Activity - Leaving out the images, please output every entry exactly as it appears.

(Saved data entries)
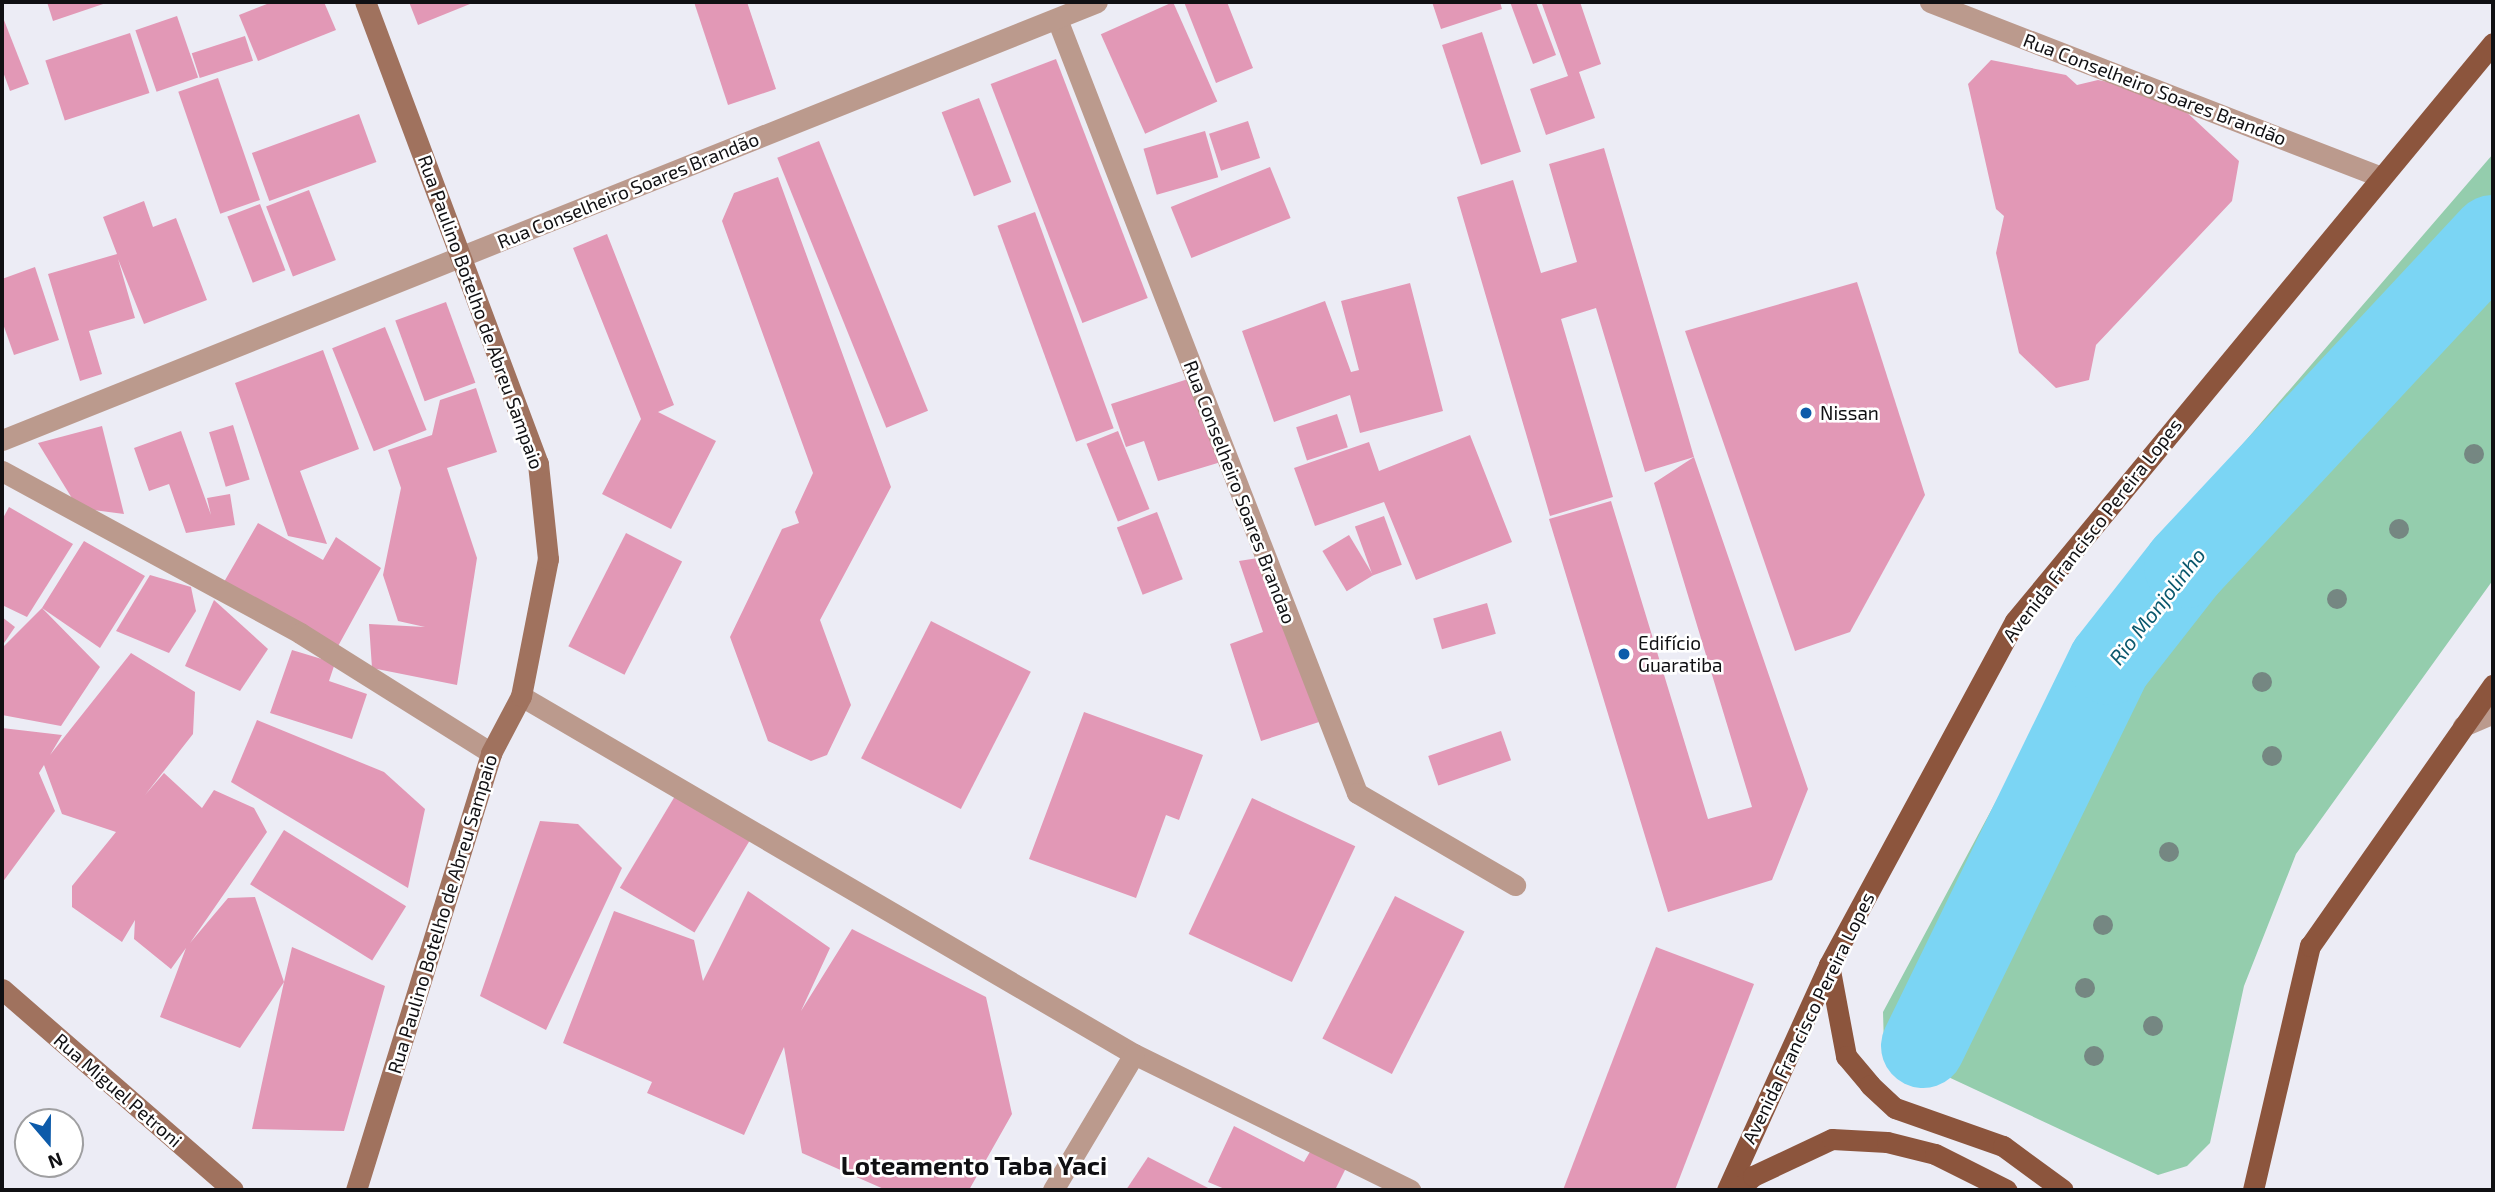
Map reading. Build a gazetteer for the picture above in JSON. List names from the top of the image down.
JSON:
{
  "streets": {
    "main road": ["Avenida Francisco Pereira Lopes"],
    "street": [
      "Rua Conselheiro Soares Brandão",
      "Rua Paulino Botelho de Abreu Sampaio",
      "Rua Conselheiro Soares Brandao",
      "Rua Miguel Petroni"
    ]
  },
  "crossings": [
    ["Rua Conselheiro Soares Brandão", "Rua Paulino Botelho de Abreu Sampaio"],
    ["Rua Conselheiro Soares Brandão", "Rua Conselheiro Soares Brandao"],
    ["Rua Conselheiro Soares Brandão", "Avenida Francisco Pereira Lopes"]
  ],
  "districts": ["Loteamento Taba Yaci"],
  "water": ["Rio Monjolinho"],
  "places": ["Nissan", "Edifício Guaratiba"],
  "north": "bottom"
}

Response to the exercise -
Map reading. Build a gazetteer for the picture above in JSON. List names from the top of the image down.
JSON:
{
  "streets": {
    "main road": ["Avenida Francisco Pereira Lopes"],
    "street": [
      "Rua Conselheiro Soares Brandão",
      "Rua Paulino Botelho de Abreu Sampaio",
      "Rua Conselheiro Soares Brandao",
      "Rua Miguel Petroni"
    ]
  },
  "crossings": [
    ["Rua Conselheiro Soares Brandão", "Rua Paulino Botelho de Abreu Sampaio"],
    ["Rua Conselheiro Soares Brandão", "Rua Conselheiro Soares Brandao"],
    ["Rua Conselheiro Soares Brandão", "Avenida Francisco Pereira Lopes"]
  ],
  "districts": ["Loteamento Taba Yaci"],
  "water": ["Rio Monjolinho"],
  "places": ["Nissan", "Edifício Guaratiba"],
  "north": "bottom"
}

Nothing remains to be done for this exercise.